Kathleen Savio's body was found in a bathtub in 2004, with a gash on the back of her head. Her death was initially ruled an accidental drowning, but the case was reopened after Peterson's fourth wife, Stacy, disappeared in 2007. A second autopsy on Savio's body ruled it a homicide. Peterson is now charged with the murder.
Prosecutors also said that three weeks before Savio's death, Drew told another Bolingbrook cop he would be better off if she were dead, because he'd be ruined by their divorce.
Peterson's attorney, Joel Brodsky, denied the hit man allegation and that Drew talked to another cop about killing Savio.
"Amazing how people are suddenly starting to remember these things in the last six weeks," Brodsky said. "Obviously, someone came forward and we're going to find out who it is ... but in these high-profile cases, they often bring people out of the woodwork making allegations"

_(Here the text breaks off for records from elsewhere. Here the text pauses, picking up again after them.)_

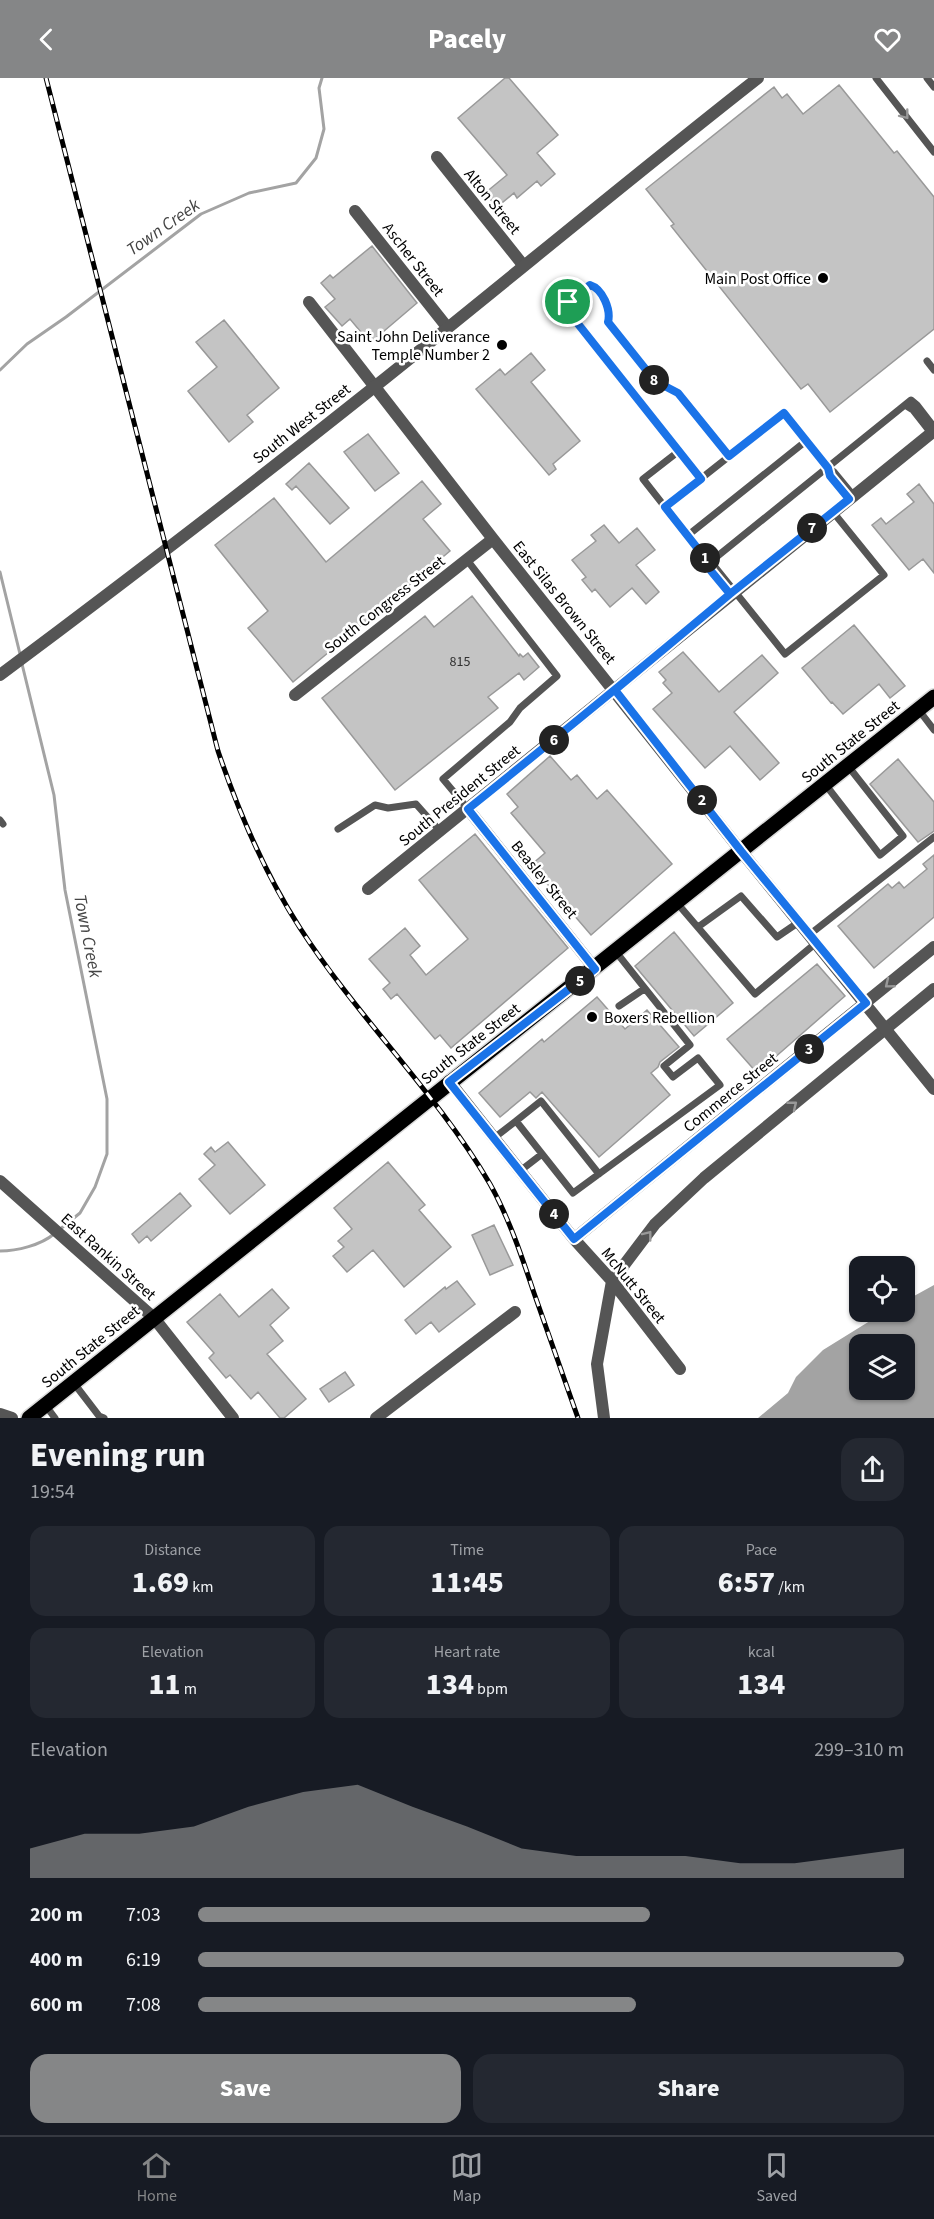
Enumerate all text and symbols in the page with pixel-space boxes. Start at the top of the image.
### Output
text: Pacely [428,20,506,59]
icon: back [30,23,63,56]
icon: heart [871,23,904,56]
one-way arrow [897,108,908,119]
street label: Alton Street [459,164,526,240]
water label: Town Creek [122,193,205,262]
street label: Ascher Street [377,218,449,302]
place label: Main Post Office [704,268,811,290]
marker: Main Post Office [816,271,830,285]
pin [542,276,593,327]
icon: arrive [551,285,584,318]
place label: Saint John Deliverance Temple Number 2 [337,326,490,366]
marker: Saint John Deliverance Temple Number 2 [495,338,509,352]
pin: 8 [639,365,669,395]
text: 8 [650,369,658,391]
street label: South West Street [248,378,356,469]
pin: 7 [797,513,827,543]
text: 7 [808,517,816,539]
street label: East Silas Brown Street [508,536,621,669]
pin: 1 [690,543,720,573]
text: 1 [701,547,709,569]
street label: South Congress Street [320,550,450,659]
house number: 815 [450,652,470,672]
street label: South State Street [797,695,905,788]
pin: 6 [539,725,569,755]
text: 6 [550,729,558,751]
street label: South President Street [394,739,525,852]
pin: 2 [687,785,717,815]
text: 2 [698,789,706,811]
street label: Beasley Street [506,836,583,924]
water label: Town Creek [67,892,108,980]
pin: 5 [565,966,595,996]
text: 5 [576,970,584,992]
one-way arrow [885,977,896,988]
street label: South State Street [416,998,525,1090]
place label: Boxers Rebellion [604,1007,715,1029]
marker: Boxers Rebellion [585,1010,599,1024]
pin: 3 [794,1034,824,1064]
text: 3 [805,1038,813,1060]
street label: Commerce Street [679,1047,783,1138]
one-way arrow [786,1102,797,1113]
pin: 4 [539,1199,569,1229]
text: 4 [550,1203,558,1225]
street label: East Rankin Street [56,1208,161,1306]
one-way arrow [640,1230,651,1241]
street label: McNutt Street [596,1243,671,1329]
map controls [849,1256,915,1400]
button: locate [849,1256,915,1322]
street label: South State Street [37,1300,145,1393]
button: layers [849,1334,915,1400]
text: Evening run [30,1432,206,1479]
button: share [841,1438,904,1501]
text: 19:54 [30,1478,75,1506]
text: Distance [144,1539,201,1561]
text: Time [450,1539,484,1561]
text: Pace [746,1539,777,1561]
text: 1.69 [132,1561,189,1604]
text: 11:45 [430,1561,504,1604]
text: 6:57 [718,1561,775,1604]
text: km [189,1576,214,1598]
text: /km [775,1576,805,1598]
text: Elevation [142,1641,204,1663]
text: Heart rate [434,1641,500,1663]
text: kcal [748,1641,775,1663]
text: 11 [148,1663,180,1706]
text: 134 [426,1663,474,1706]
text: 134 [737,1663,785,1706]
text: m [180,1678,197,1700]
text: bpm [474,1678,508,1700]
text: Elevation [30,1736,108,1764]
text: 299–310 m [814,1736,904,1764]
text: 200 m [30,1901,83,1929]
text: 7:03 [126,1901,161,1929]
text: 400 m [30,1946,83,1974]
text: 6:19 [126,1946,161,1974]
text: 600 m [30,1991,83,2019]
text: 7:08 [126,1991,161,2019]
button: Save [30,2054,461,2123]
button: Share [473,2054,904,2123]
tab: Home [137,2149,177,2207]
tab: Map [450,2149,483,2207]
tab: Saved [757,2149,797,2207]

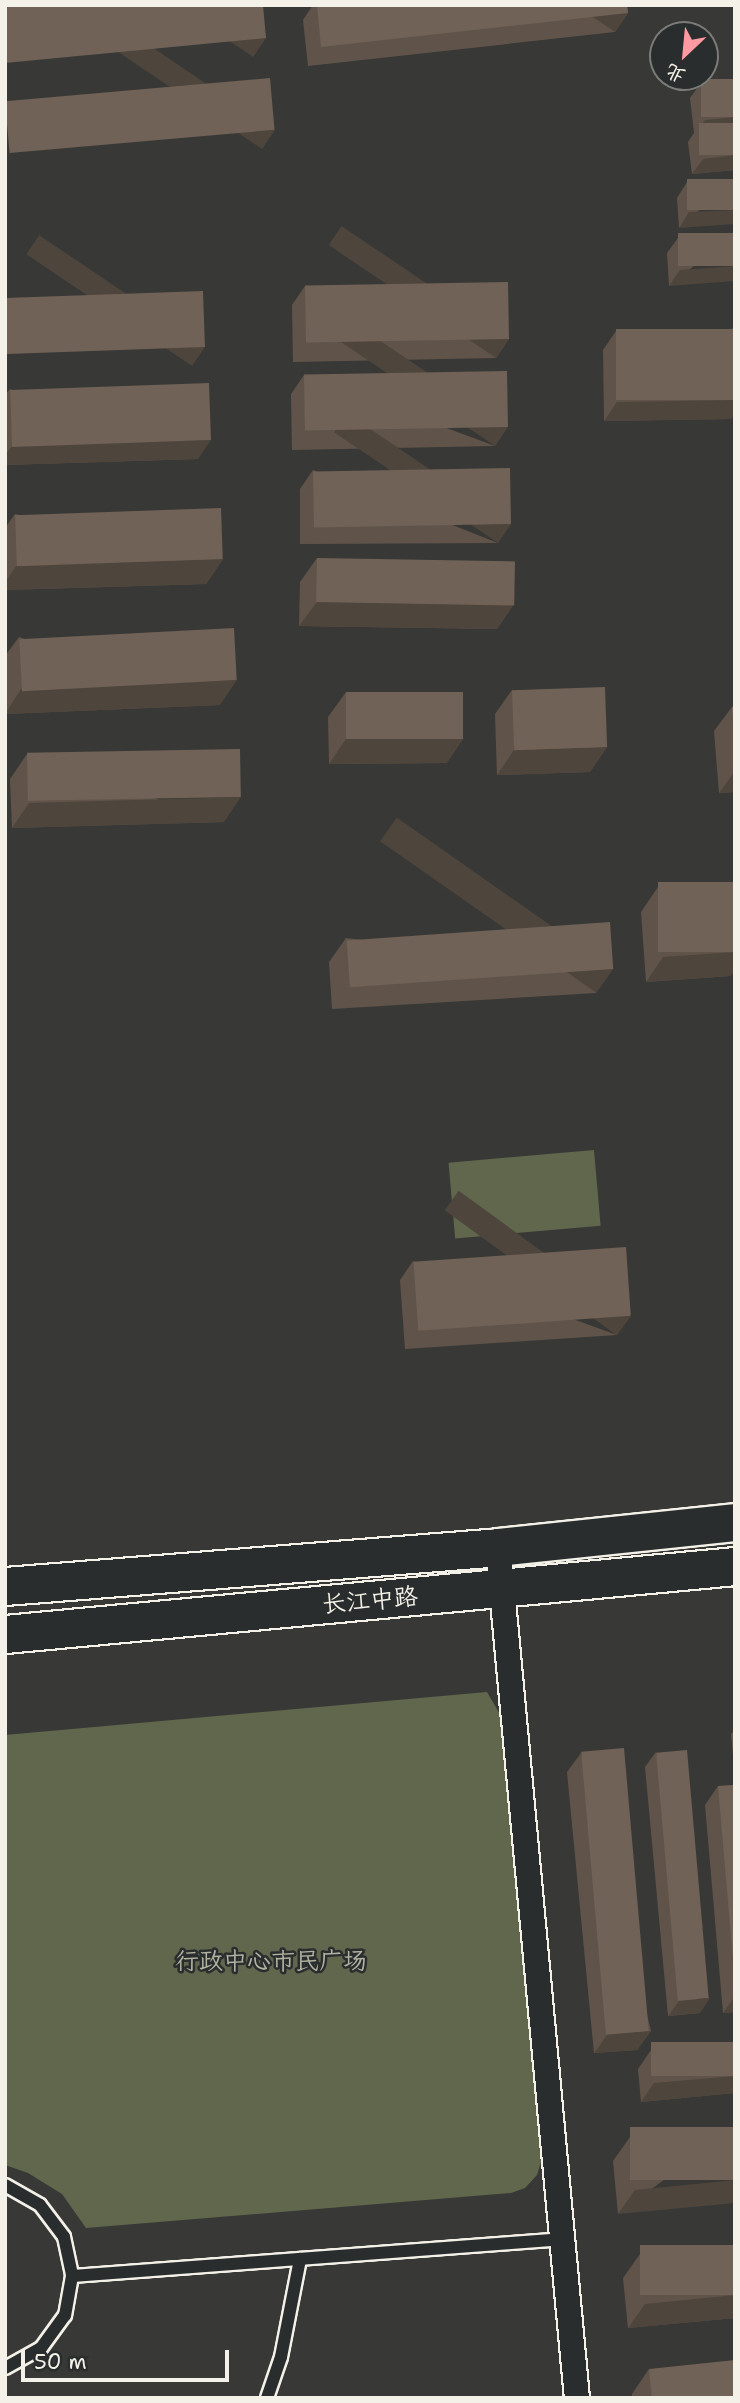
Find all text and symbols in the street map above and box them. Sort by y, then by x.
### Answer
north arrow [649,21,719,91]
text: 北 [661,58,689,89]
street label: 长江中路 [321,1582,419,1620]
park label: 行政中心市民广场 [175,1948,367,1976]
scale bar [24,2336,233,2380]
text: 50 m [34,2348,87,2376]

Savio's family — who long said they believed Peterson killed her — was shocked at the attempted hit allegations.
"Finally someone's listening to us," said Sue Doman, Savio's sister. "This is a victory for our sister, Kathleen."
Shackled as usual, Peterson appeared in court Friday as his attorneys asked a judge to reduce his $20 million bond. James Glasgow, the Will County state's attorney, said if Drew posted bail, it "would come from blood money from Kathleen Savio."
Circuit Judge Carla J. Alessio Policandriotes denied the motion, meaning Drew would still have to post $2 million -- 10 percent of the full bond -- to be freed pending trial.
Policandriotes took over the murder case Thursday, after prosecutors successfully removed the Will County presiding judge who they claimed was "prejudice against the state." On Friday, Glasgow said he was confident in his case.
"I believe the likelihood of a guilty verdict is strong," Glasgow said.
Peterson is also a suspect Stacy's disappearance.
He has long maintained his innocence in Savio's death, and said Stacy probably just ran off with another man.
Results of a Thursday autopsy on decayed partial human remains found along the Des Plaines River were inconclusive, but Stacy Peterson's family is hopeful they are hers. An expedited DNA analysis will likely take about two weeks.
Drew Peterson's lead attorney said he and his infamous client are confident the grisly discovery is insignificant to their case.
"I can just tell you we are not at all concerned," attorney Joel Brodsky said. "Not one bit."